In this Monday, June 15, 2009 file photo, hundreds of thousands of supporters of leading opposition presidential candidate Mir Hossein Mousavi, who claims there was voting fraud in the election, turn out to protest the result of the election at a mass rally in Azadi (Freedom) square in Tehran, Iran. Iran is marking the anniversary of the end of the 2009 protests it calls “the sedition”(AP Photo/Ben Curtis, File)

“The great Iranian people have been repressed for many years. They are hungry for food & for freedom,” Trump tweeted on Monday. “Along with human rights, the wealth of Iran is being looted. TIME FOR CHANGE!”

It was the last of a series of statements made by US officials in support of the protests.

In contrast, Netanyahu in his video Monday criticized “many European governments” for remaining silent “as heroic young Iranians are beaten in the streets.”

“That’s just not right. And I, for one, will not stay silent,” he said.

Some Israeli analysts, however, took issue with the prime minister’s decision to back the Iranian protesters, arguing that the last thing they need right now is the official support of Israel’s leader.

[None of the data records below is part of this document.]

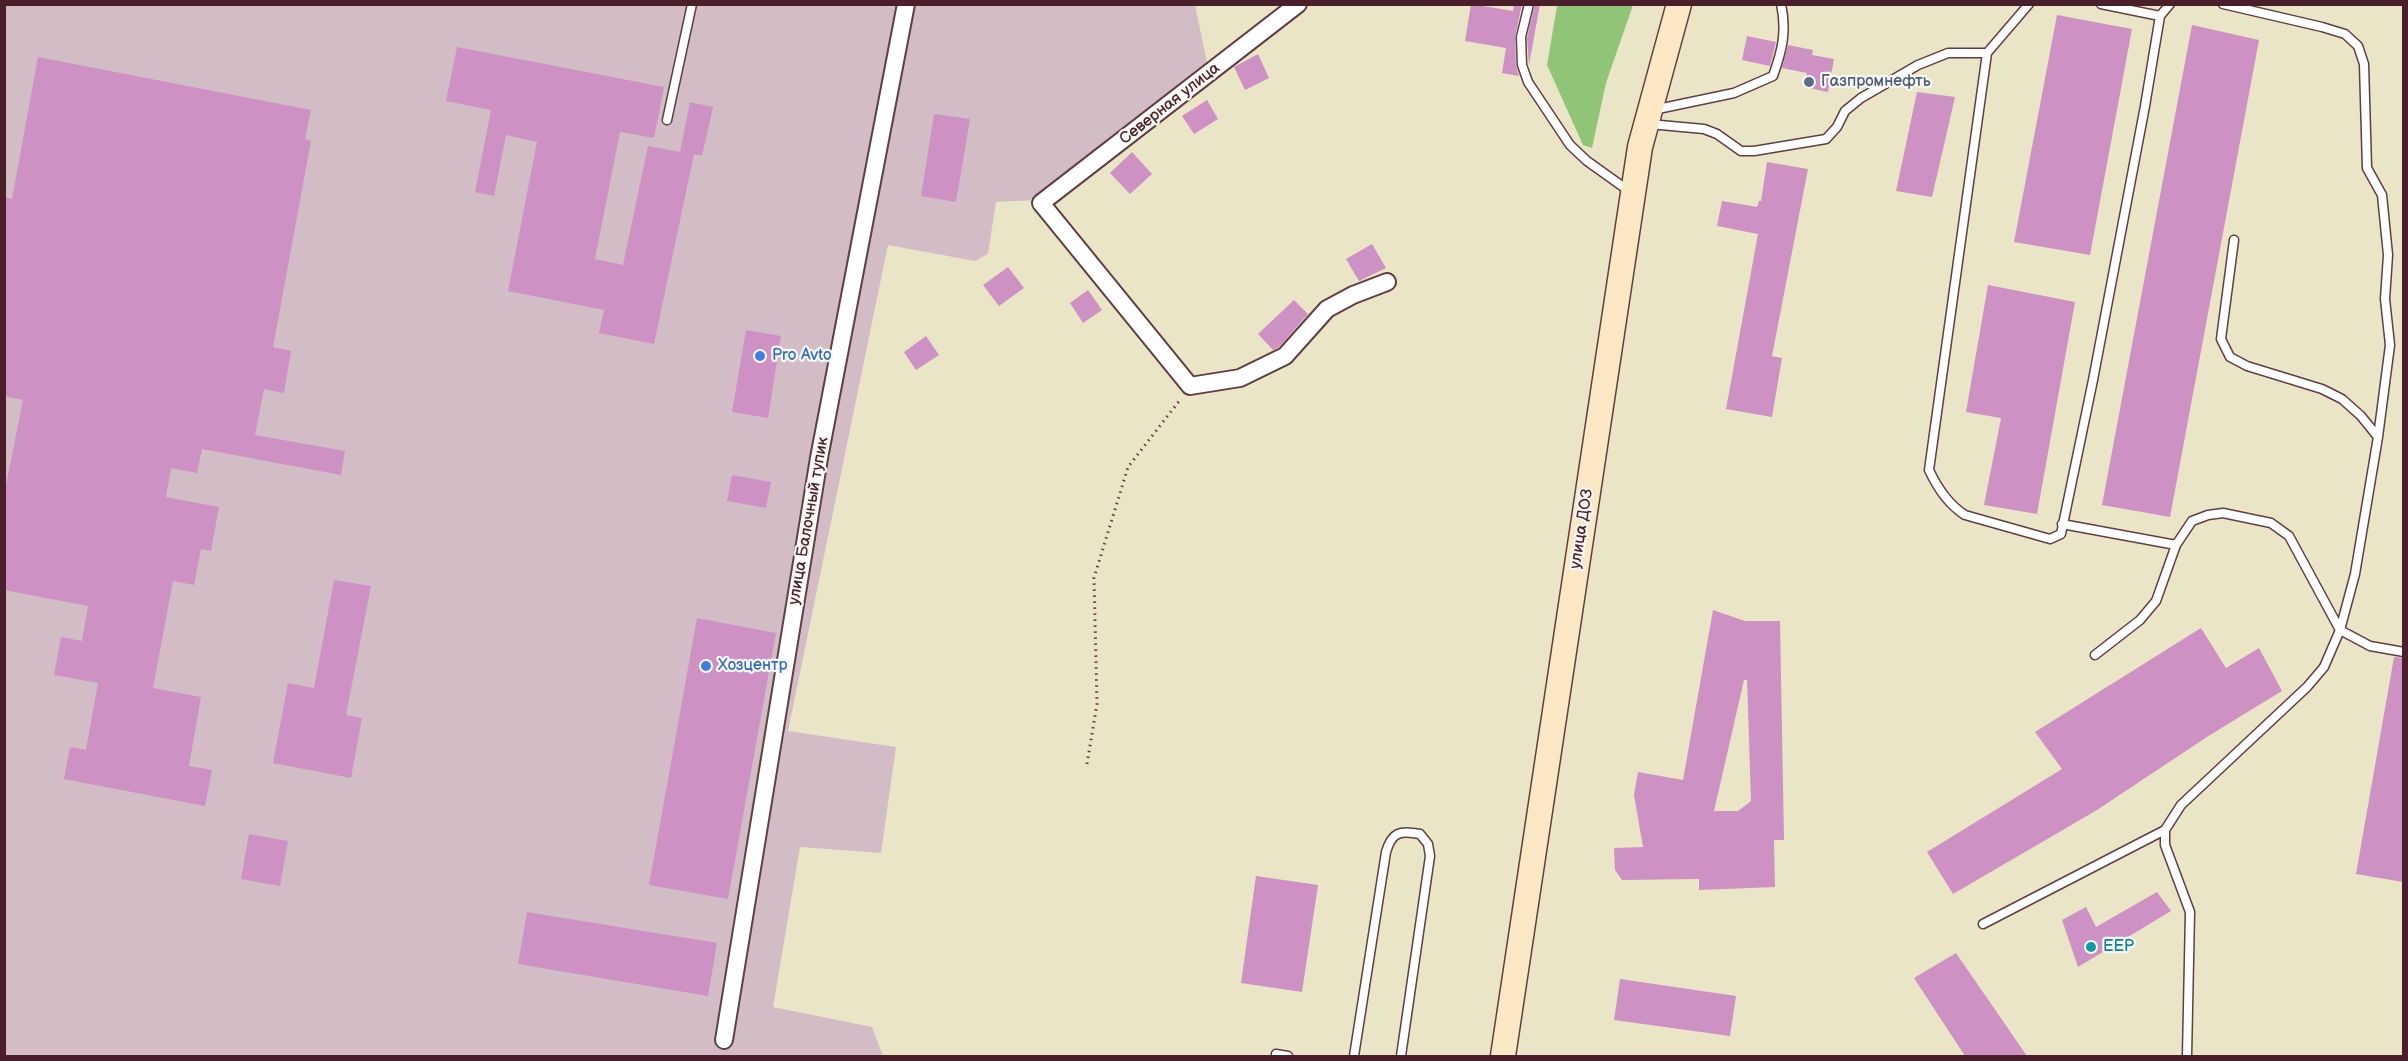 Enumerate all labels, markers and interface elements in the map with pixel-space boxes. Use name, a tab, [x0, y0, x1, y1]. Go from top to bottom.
street label: Северная улица	[1116, 59, 1224, 149]
place label: Газпромнефть	[1821, 72, 1931, 92]
marker: Газпромнефть	[1802, 75, 1816, 89]
place label: Pro Аvto	[772, 346, 832, 366]
marker: Pro Аvto	[753, 349, 767, 363]
street label: улица Балочный тупик	[785, 435, 833, 607]
street label: улица ДОЗ	[1566, 488, 1598, 570]
place label: Хозцентр	[718, 656, 787, 676]
marker: Хозцентр	[699, 659, 713, 673]
place label: EEP	[2103, 937, 2134, 957]
marker: EEP	[2084, 940, 2098, 954]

“Let’s be clear: Netanyahu’s analysis might be spot on, but this kind of PR gesture is self-serving and doesn’t help the cause of those protesting in Iran,” tweeted Gabriel Mitchell, the US representative of Mitvim – the Israeli Institute for Regional Foreign Policies.

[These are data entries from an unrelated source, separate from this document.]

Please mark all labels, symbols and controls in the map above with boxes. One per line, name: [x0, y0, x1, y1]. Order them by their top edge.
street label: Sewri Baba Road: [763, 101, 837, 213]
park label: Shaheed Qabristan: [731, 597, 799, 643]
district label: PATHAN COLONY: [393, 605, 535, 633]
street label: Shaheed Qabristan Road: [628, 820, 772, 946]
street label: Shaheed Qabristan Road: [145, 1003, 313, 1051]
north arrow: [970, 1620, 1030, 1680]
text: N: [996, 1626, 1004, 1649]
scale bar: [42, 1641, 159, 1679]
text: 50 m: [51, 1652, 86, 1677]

Earlier on Monday, leading Israeli politicians, including Education Minister Naftali Bennett and Yesh Atid party leader Yair Lapid, had declined to comment on the current unrest in Iran, arguing that the Iranian people are best served if Jerusalem remains quiet.

“I don’t see advantages in Netanyahu’s reaction. I don’t understand why he did it,” said Yoel Guzansky, a senior researcher at Tel Aviv University’s Institute for National Security Studies, where he focuses on Iran and the Arab Gulf states.

“I do see disadvantages,” he added. “Why connect Israel with that? The Iranian regime already says, ‘Look, it’s the Israelis who are behind this wave of of protests.’ Why would we give them more ammunition?”

A more democratic Iran is in Israel’s interest, Guzansky went on, and Jerusalem should look for quite ways to encourage change in this country. “But official Israel should be quiet.”

Why would you do that? It’s stupid

Guzansky, who used to hold the Iran portfolio at Israel’s National Security Council — a body operating within the Prime Minister’s Office — said that in his current role he closely monitors the Saudi reaction to the unrest in Iran.

“It’s silence; not a word; nothing,” he said. “And why would they say anything? It would immediately put the spotlight on them. Why would you do that? It’s stupid.”

Netanyahu’s statement was counterproductive, agreed Meir Javedanfar, an Iran native who teaches about his home country at the Interdisciplinary Center Herzliya and the Meir Ezri Center for Persian Gulf studies.

“It’s best if Israeli politicians, especially the prime minister, and especially Netanyahu, don’t comment on these issues — because he’s not a very popular figure, even among the Iranian opposition,” Javedanfar said. “In general, if foreign statesmen show support for the people of Iran, the regime may use it to say that the people [calling for change] represent that particular foreign government, be it Israel, the US or England.”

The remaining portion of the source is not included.